Lebanon, with its [sectarian] makeup, cannot be administered by one side amid difficult internal conditions. Let us call for a national unity government….

The opposition forces, on the basis of their constitutional rights, call on all Lebanese, whatever their religious confession, to demonstrate peacefully in an open-ended sit-in from 3 p.m. Friday for a national unity government. The opposition forces appeal to demonstrators to brandish only the Lebanese flag and authorized slogans and avoid any party or sectarian symbols.

If heeded, Nasrallah’s call on supporters to avoid party flags and sectarian symbols will make this protest different from previous Hezbollah-sponsored opposition protests as well as those put on by the governing coalition. (Crosses and party flags were everywhere last week.)

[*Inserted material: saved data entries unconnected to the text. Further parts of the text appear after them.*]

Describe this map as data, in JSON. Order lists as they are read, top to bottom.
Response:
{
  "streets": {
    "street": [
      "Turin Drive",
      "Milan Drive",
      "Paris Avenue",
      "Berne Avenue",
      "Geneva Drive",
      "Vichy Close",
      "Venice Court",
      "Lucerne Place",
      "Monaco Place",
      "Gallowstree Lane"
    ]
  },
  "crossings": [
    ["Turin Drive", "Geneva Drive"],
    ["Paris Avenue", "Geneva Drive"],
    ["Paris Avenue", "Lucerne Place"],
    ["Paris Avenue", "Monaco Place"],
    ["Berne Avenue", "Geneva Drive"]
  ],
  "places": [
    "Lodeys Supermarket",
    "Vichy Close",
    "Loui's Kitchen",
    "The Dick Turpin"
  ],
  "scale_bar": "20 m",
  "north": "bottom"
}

The governing coalition’s youth organizations have so far called on their supporters to stay at home, hopefully decreasing the chances of any clashes between the two groups.

The competing protests are part of the divide in visions of what kind of a country Lebanon should be, a division that is split somewhat across sectarian lines. There are, however, some players who seem more interested in political maneuvering than in ideological direction. But overall, the conflict is between those who feel Lebanon should seek financial gain and stability by looking to the West, a prospect that entails peace (perhaps even with Israel) and those who believe that the Israeli-Arab conflict is still strong and that finally, Lebanon is a part of that conflict, meaning that no peace should be made with the southern neighbor until a just settlement is found for the Arabs.

The first group, while officially against Israel, is aligned with Washington, and to a lesser extent, Paris, whereas the second group is allied first and foremost with Tehran, but also to varying degrees with Damascus and Ramallah.

I’ll be downtown this afternoon to see how things play out today at the protest.